Collected data entries >>
Content starts

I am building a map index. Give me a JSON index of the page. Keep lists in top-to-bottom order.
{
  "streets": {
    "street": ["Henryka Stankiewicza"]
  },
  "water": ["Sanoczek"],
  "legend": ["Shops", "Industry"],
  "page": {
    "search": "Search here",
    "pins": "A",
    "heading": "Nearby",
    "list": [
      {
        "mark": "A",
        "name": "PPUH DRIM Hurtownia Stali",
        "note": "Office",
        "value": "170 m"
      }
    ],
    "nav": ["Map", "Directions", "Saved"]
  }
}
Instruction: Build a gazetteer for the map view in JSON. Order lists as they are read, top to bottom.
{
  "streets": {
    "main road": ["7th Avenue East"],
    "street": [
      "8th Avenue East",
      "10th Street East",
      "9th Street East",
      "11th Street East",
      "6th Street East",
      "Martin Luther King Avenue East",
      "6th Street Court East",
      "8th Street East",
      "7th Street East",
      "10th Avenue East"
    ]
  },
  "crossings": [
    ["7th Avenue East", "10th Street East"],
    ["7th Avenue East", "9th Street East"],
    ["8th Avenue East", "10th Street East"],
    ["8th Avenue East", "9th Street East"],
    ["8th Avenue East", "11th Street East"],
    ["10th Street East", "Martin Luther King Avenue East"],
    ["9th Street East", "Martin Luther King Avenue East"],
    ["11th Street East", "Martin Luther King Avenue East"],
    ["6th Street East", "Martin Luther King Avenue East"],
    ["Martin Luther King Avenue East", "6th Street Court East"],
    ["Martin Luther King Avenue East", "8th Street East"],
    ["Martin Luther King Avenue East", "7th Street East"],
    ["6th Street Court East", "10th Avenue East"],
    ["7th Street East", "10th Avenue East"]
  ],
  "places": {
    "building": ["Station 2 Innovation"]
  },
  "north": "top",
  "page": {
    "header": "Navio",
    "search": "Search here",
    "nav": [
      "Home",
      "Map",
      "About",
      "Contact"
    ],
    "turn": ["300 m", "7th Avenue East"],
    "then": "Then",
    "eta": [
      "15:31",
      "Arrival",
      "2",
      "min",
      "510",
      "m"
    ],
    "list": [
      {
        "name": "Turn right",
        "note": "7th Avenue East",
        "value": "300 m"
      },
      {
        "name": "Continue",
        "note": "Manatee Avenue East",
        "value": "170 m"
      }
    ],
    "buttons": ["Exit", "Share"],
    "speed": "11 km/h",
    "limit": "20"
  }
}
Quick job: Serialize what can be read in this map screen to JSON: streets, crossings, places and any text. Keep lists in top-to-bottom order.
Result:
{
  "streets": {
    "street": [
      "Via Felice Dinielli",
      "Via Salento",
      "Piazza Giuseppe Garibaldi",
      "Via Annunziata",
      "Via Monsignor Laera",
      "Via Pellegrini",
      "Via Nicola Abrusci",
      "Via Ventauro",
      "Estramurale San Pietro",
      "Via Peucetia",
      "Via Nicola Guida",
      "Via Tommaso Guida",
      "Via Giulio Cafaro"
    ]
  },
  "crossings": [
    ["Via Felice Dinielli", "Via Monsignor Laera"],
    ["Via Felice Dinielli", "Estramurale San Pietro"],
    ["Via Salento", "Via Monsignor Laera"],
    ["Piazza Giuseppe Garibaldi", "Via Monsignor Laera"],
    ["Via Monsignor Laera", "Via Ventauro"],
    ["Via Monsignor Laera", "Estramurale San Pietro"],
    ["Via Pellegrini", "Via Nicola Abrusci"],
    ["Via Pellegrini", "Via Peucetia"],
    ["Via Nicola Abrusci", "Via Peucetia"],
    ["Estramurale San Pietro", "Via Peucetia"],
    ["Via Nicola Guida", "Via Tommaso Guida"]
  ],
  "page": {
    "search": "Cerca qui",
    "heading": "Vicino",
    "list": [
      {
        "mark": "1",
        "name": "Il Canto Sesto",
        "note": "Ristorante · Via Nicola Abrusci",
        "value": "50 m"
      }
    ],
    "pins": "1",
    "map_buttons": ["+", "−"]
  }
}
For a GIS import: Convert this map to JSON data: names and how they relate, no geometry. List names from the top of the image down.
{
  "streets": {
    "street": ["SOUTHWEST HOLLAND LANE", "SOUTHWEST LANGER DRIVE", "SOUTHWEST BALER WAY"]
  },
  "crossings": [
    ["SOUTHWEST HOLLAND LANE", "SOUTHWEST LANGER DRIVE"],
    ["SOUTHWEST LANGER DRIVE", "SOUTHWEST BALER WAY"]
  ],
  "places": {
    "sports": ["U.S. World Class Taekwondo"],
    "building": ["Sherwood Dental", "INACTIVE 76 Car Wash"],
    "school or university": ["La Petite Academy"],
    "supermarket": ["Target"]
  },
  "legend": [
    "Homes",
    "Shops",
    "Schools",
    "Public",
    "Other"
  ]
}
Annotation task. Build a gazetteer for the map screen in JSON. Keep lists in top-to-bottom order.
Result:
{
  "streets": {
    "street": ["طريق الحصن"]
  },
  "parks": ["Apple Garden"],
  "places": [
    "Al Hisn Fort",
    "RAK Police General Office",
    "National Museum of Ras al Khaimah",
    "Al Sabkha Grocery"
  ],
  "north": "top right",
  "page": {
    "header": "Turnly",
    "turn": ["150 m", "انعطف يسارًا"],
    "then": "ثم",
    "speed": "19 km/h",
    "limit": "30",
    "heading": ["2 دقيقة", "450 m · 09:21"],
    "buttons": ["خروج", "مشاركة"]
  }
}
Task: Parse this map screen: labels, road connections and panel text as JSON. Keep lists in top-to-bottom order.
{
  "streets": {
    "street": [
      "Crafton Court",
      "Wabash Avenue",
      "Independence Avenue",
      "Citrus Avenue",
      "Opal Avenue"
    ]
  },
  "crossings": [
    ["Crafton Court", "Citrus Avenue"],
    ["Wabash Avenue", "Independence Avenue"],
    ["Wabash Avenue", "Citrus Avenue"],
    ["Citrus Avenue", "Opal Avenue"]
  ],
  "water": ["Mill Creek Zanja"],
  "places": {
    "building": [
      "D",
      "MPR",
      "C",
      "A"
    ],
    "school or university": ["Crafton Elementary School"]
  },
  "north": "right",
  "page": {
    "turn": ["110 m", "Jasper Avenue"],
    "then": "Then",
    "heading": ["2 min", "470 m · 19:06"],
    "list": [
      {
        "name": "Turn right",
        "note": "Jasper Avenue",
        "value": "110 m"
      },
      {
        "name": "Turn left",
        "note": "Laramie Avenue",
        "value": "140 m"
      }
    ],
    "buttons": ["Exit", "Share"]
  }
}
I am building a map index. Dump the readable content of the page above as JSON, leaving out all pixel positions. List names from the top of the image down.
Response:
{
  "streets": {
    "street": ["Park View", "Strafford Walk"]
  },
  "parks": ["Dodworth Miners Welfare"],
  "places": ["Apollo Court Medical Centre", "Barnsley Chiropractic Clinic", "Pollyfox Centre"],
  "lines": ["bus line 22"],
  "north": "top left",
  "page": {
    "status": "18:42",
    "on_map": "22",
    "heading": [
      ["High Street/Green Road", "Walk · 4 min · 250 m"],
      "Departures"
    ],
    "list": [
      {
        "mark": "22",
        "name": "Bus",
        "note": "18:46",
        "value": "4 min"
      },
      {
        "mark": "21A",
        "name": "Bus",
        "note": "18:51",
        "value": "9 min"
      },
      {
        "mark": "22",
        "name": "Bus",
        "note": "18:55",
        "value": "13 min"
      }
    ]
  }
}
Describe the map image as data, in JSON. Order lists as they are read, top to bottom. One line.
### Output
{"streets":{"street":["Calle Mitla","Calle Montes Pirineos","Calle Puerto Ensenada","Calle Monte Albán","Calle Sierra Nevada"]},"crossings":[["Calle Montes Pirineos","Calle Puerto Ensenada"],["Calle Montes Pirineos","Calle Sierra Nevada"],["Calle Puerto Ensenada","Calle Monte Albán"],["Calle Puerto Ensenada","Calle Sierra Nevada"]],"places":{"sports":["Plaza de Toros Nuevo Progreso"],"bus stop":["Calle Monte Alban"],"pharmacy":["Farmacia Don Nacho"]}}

Content ends

Requirement >> Each line of the data that includes "Wabash" counts once; say how many there are, giving nothing but the number.

Answer to the exercise >> 3